During this time my little red Miata was smashed 3 times while it was parked. The first time was on a Sunday at work on a little alley near Van Ness Avenue and Oak Street. As I headed to my car I noticed my passenger side of the car had been smashed in by someone backing up. Nope, they didn't leave a note. Called my insurance company to start the process. Got it fixed and decided to leave my car in a different city an hour away with friends and take the train there on the weekends.


They were great at allowing me to stay there on the weekends; another set of angels. One weekend I arrived to a broken windshield. No emotion, I just drove it back into the city to my fourth angel, parked, had quesadillas and slept very well in his elaborate bed. He continues to be my guardian angel today and I am older than him by many years.


The next morning I was smiling, walked to my car and got a big shock. My front bumper was on the ground, the driver side door was smashed in completely and the fender on the driver side too. No emotion, after careful thought I pulled back the convertible top and placed the bumper in my little 2-seater with the help of a passing young man. There was a business card on the windshield but it was blank and probably placed there to show people that they had left a note when in fact they did not. Again, I felt no emotion and drove the car back to the auto garage for repairs and proceeded to work a full day. By now the owner and his son were family to me and teased me constantly making me laugh. I would take them exquisite chocolates from Christopher Elbow, the best handcrafted chocolate in San Francisco. I knew immediately that the old dad was another one of my angels by the look in his eyes and that he was teaching his son to also be an angel and to recognize goodness. It took 5 weeks to repair my little red mini-me.


When I picked it up and looked at the cost, I became weak in the knees. They were silent. When I got to the last page, the amount was zero so I said, "Sir, you forgot to add up the amounts, how much do I owe you" I read the invoice over and over again with confusion. The angel dad looked at me and laughed and said, "Boy, get out of here, you are special to us, you are family, and there is no cost." Didn't stop me from trying to pay.
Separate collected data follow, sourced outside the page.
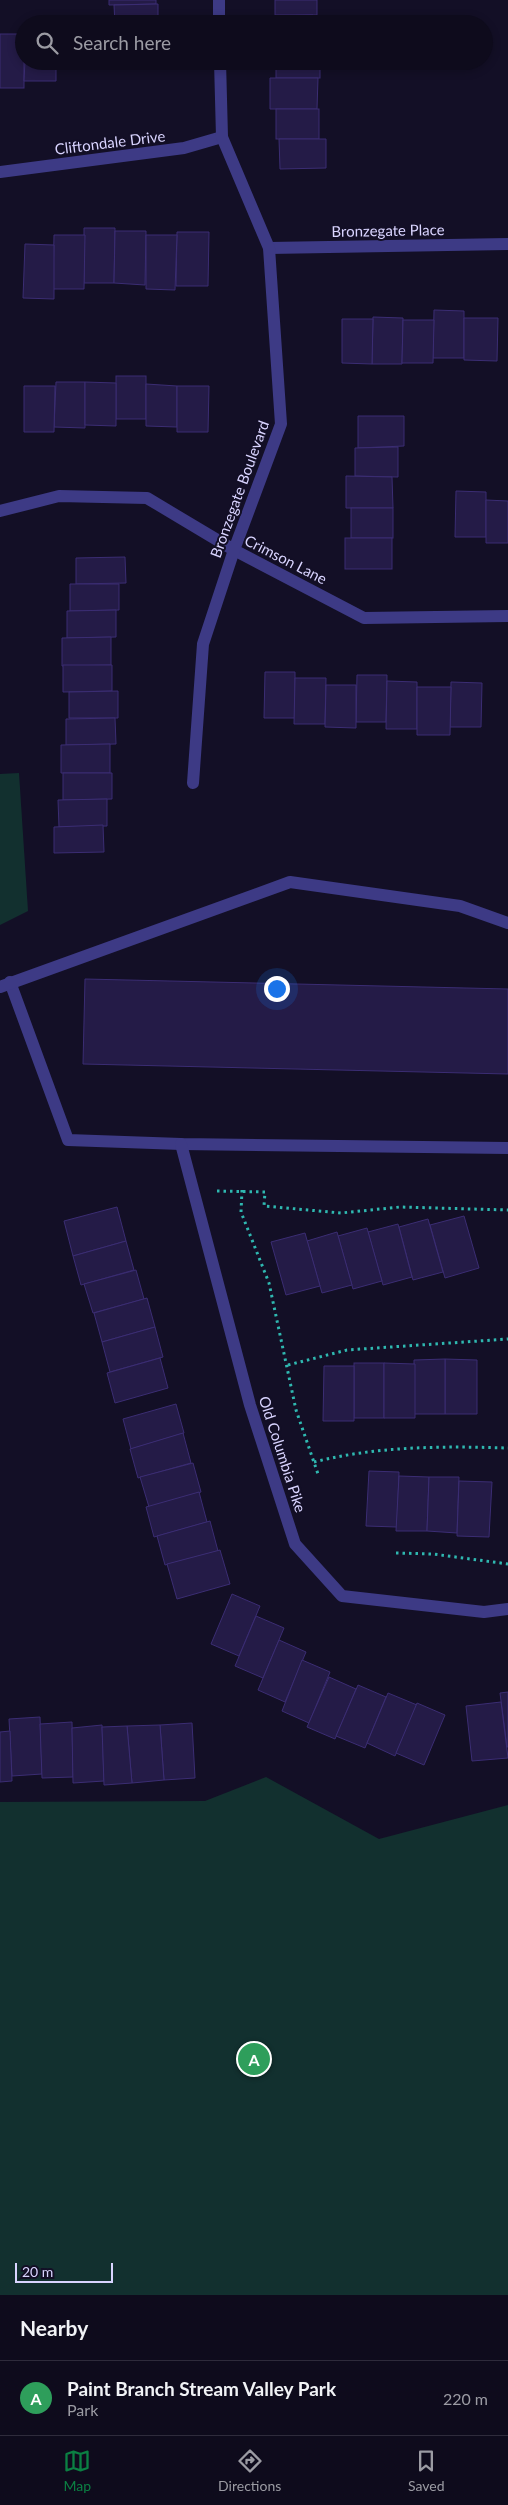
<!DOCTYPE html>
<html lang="en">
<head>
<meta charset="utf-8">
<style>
  :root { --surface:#0e0b1c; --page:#1c1929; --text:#f1f3f6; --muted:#9b9ba3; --line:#2e2b3b; --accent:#0b8043 }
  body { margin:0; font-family:Lato,sans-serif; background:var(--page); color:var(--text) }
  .scale { position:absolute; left:15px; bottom:12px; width:98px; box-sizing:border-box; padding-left:5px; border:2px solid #d9d4ff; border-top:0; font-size:14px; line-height:18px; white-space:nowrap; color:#d9d4ff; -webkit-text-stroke:4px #130f26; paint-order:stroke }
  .you { position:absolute; left:276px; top:988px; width:18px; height:18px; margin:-12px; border:4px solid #fff; border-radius:50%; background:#1a73e8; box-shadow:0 0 0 8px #1a73e833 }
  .badge { display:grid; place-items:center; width:32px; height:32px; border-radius:50%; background:var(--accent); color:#fff; font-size:16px; font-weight:700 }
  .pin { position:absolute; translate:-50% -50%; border:2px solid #fff; box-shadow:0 1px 5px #0006 }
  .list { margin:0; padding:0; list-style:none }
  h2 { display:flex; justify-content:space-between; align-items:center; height:65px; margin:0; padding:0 20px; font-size:21px }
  h2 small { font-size:16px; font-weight:400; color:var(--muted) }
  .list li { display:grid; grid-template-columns:32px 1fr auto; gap:15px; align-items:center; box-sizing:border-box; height:75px; padding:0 20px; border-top:1px solid var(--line) }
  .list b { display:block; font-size:19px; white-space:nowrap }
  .list p { margin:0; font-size:16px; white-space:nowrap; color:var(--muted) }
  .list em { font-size:16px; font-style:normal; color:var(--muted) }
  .icon { flex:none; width:28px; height:28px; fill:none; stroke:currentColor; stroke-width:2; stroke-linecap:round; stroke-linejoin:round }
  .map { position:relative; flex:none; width:508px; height:2295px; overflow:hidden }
  .search { position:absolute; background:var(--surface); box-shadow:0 2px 8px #0003; left:15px; right:15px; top:15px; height:55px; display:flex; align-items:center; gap:12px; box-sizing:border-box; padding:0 18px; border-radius:28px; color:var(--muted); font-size:19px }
  .sheet { height:140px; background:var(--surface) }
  nav { display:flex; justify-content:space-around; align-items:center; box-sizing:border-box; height:70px; border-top:1px solid var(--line); background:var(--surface); font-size:14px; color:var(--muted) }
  nav a { display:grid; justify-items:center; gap:2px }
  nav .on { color:var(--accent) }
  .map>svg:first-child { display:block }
  .green { fill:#12302f }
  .building { fill:#241b47; stroke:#3b2d73 }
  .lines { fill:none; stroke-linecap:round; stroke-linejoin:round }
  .path { stroke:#2fb8b0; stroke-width:3; stroke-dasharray:2.5 4; stroke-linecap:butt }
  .minor { stroke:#3d3a85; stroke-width:12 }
  .labels { text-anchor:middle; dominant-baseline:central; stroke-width:4; stroke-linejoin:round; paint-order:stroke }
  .street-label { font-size:15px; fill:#d9d4ff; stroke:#130f26 }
</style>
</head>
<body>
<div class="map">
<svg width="508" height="2295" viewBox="0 0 508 2295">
  <rect width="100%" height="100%" fill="#130f26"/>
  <g class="green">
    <polygon points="19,773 28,911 0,925 0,774"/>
    <polygon points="266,1777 379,1839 508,1805 508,2295 0,2295 0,1802 205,1801"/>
  </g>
  <g class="building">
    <polygon points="109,0 156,0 156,4 109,5"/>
    <rect x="275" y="0" width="42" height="15"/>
    <polygon points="158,4 158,24 115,24 114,5"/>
    <polygon points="313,15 313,24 271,24 271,16"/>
    <rect x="0" y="34" width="24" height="54"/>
    <polygon points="25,61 56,61 56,81 24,81"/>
    <rect x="118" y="61" width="46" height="5"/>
    <rect x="276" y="61" width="44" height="17"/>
    <polygon points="270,78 318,78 317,109 270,109"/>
    <rect x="276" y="109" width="43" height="30"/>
    <polygon points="279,139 326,139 326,168 280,169"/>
    <polygon points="84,228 115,228 114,283 84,283"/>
    <polygon points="115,231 146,231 145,285 114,283"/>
    <polygon points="177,232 209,232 208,286 176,286"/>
    <polygon points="54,235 85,235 84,289 53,289"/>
    <polygon points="146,235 177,235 175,290 146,289"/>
    <polygon points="25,244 54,245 54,299 23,298"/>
    <polygon points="434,310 464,311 464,358 433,358"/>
    <polygon points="373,317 403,318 402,364 372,364"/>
    <polygon points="464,318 498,318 497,361 464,360"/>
    <polygon points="342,319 373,319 372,364 342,363"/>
    <polygon points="403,320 434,320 433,363 402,363"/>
    <rect x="116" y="376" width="30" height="43"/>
    <polygon points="56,382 85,382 85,428 54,427"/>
    <polygon points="85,382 116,383 116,426 85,425"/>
    <polygon points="146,384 177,386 177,427 146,426"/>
    <polygon points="24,386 55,386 54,432 24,432"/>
    <polygon points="177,386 209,386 208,432 177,432"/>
    <polygon points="358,416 404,416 404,446 358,448"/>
    <polygon points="398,447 398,477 355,476 355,448"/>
    <polygon points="346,476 392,477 393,508 346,508"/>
    <polygon points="456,491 486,492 486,537 455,537"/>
    <polygon points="486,500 508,501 508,543 486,543"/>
    <rect x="351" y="508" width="42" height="30"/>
    <rect x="345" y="538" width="47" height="31"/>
    <polygon points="125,557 126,583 76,584 76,558"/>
    <polygon points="70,584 119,584 119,610 70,611"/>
    <polygon points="116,610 116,637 67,638 67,611"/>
    <polygon points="111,637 111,665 62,666 62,638"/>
    <polygon points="63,665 112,665 112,691 63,692"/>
    <polygon points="265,672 295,672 295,718 264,718"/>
    <polygon points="357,675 387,675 386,722 356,722"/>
    <polygon points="295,678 326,678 325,724 294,724"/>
    <polygon points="387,681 417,682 417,729 386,729"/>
    <polygon points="451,682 482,683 481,727 450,727"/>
    <polygon points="326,685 356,685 356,728 325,727"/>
    <polygon points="417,687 451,687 450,735 417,735"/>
    <polygon points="118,691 118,718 69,718 69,692"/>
    <polygon points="115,718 116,744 66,745 66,719"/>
    <polygon points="110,744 110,773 61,773 61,745"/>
    <polygon points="63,773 112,773 112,799 63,800"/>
    <polygon points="107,799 107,826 59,827 58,800"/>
    <polygon points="103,825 104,852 54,853 54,827"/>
    <polygon points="85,979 508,989 508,1074 83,1064"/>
    <polygon points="117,1207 126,1241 73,1256 64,1221"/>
    <polygon points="464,1216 479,1268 445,1278 430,1225"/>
    <polygon points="428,1219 443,1272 413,1280 399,1227"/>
    <polygon points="398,1224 412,1277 383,1285 368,1232"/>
    <polygon points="367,1228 382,1281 353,1289 338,1236"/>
    <polygon points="337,1232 352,1285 322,1293 307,1241"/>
    <polygon points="305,1233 320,1286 286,1295 271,1242"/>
    <polygon points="126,1241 134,1270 81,1285 73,1256"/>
    <polygon points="136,1270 144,1299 93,1313 84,1284"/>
    <polygon points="147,1298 155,1327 102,1342 94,1313"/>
    <polygon points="155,1327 163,1357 110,1372 102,1342"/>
    <polygon points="160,1358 168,1388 115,1403 107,1373"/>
    <polygon points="445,1359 477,1360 477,1414 445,1414"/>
    <polygon points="445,1359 445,1414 414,1414 414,1360"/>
    <rect x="354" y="1363" width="30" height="55"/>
    <polygon points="384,1363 415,1364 415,1418 384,1418"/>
    <polygon points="324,1366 354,1366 354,1421 323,1421"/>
    <polygon points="176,1404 184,1433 131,1449 123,1419"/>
    <polygon points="183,1433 191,1463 138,1478 130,1449"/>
    <polygon points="193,1463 201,1492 149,1507 140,1477"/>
    <polygon points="369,1471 399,1472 397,1527 366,1526"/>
    <polygon points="399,1476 429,1477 427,1531 396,1531"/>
    <polygon points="429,1477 459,1477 457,1533 427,1531"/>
    <polygon points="459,1481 492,1482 489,1537 457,1536"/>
    <polygon points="199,1492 207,1522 154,1537 146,1507"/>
    <polygon points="210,1521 218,1551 165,1565 157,1536"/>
    <polygon points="220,1550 230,1584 177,1599 167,1564"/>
    <polygon points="232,1594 260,1606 239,1656 211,1644"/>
    <polygon points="256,1616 284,1628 263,1678 235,1666"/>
    <polygon points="279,1640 306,1652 285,1702 258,1690"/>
    <polygon points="302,1660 330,1672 309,1723 282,1711"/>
    <polygon points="329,1677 356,1689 335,1739 307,1727"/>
    <polygon points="358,1685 386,1697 365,1748 336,1736"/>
    <polygon points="508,1692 508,1747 507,1747 500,1693"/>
    <polygon points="388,1693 417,1705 395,1756 367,1743"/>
    <polygon points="501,1702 508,1758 472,1761 466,1706"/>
    <polygon points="417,1703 445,1715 424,1765 396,1753"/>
    <polygon points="40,1717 42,1774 12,1776 9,1719"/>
    <polygon points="72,1722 73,1777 42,1778 40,1724"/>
    <polygon points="192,1723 195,1778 164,1780 160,1725"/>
    <polygon points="102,1725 104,1781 73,1783 72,1728"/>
    <polygon points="160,1725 164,1780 132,1783 127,1726"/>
    <polygon points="127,1726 132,1783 104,1785 102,1727"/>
    <polygon points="10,1731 12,1781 0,1782 0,1732"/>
  </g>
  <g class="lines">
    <g class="path">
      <polyline points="242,1190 241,1212 269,1283 296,1410 318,1474"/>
      <polyline points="217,1191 265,1192 264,1206 341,1213 400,1207 508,1210"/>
      <polyline points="288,1365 347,1350 508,1339"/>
      <path d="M314,1462C378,1446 442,1446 508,1448"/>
      <polyline points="396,1553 433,1554 508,1564"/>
    </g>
    <g class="minor">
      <polyline points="219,0 219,24"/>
      <polyline points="0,172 184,148 222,137"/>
      <polyline points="269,248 508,244"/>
      <polyline points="0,511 59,496 147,498 234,550 364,618 508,616"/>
      <polyline points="193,783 203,644 234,550 281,424 269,248 222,137 220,61"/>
      <polyline points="10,982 68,1140 181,1144 508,1148"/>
      <polyline points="0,987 290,882 460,906 508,923"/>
      <polyline points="181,1144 250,1405 295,1544 342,1596 484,1612 508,1609"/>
    </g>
  </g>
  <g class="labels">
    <g class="street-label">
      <text transform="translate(110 142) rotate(-7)">Cliftondale Drive</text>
      <text transform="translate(388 230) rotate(-1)">Bronzegate Place</text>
      <text transform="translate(239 489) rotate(-70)">Bronzegate Boulevard</text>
      <text transform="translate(286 559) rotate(27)">Crimson Lane</text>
      <text transform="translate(283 1454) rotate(72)">Old Columbia Pike</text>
    </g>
  </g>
</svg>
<div class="scale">20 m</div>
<div class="you"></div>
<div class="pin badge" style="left:254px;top:2059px;background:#2e9e5b">A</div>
<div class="search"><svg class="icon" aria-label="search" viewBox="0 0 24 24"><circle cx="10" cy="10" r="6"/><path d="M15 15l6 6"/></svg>Search here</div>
</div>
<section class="sheet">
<h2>Nearby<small></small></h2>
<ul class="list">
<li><span class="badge" style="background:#2e9e5b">A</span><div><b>Paint Branch Stream Valley Park</b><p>Park</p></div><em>220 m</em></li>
</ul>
</section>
<nav>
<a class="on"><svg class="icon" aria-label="map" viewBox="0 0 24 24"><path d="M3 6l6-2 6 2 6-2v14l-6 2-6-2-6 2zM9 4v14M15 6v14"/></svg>Map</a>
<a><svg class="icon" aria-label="directions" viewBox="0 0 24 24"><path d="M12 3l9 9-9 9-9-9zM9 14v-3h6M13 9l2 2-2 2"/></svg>Directions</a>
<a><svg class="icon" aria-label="saved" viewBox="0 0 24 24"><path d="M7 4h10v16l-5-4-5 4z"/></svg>Saved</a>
</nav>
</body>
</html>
They were true angels and protectors of me


My mother was right. Some lessons you learn as a small child but you forget them because kids know more than their parents. My many angels without wings protected me every day, guided me, fed me, gave me a place to sleep and loved me unconditionally and continue to do so till this day. I am a better person because of paths all of my angels took me on during the most stressful time in my life. I send love to them all every single day and night. Today, I am with a family of angels and it's a joy.


Ask yourself who are your special angels? They can also be someone no longer alive that you were close to growing up. We all have them and they should be identified, listened to, and appreciated.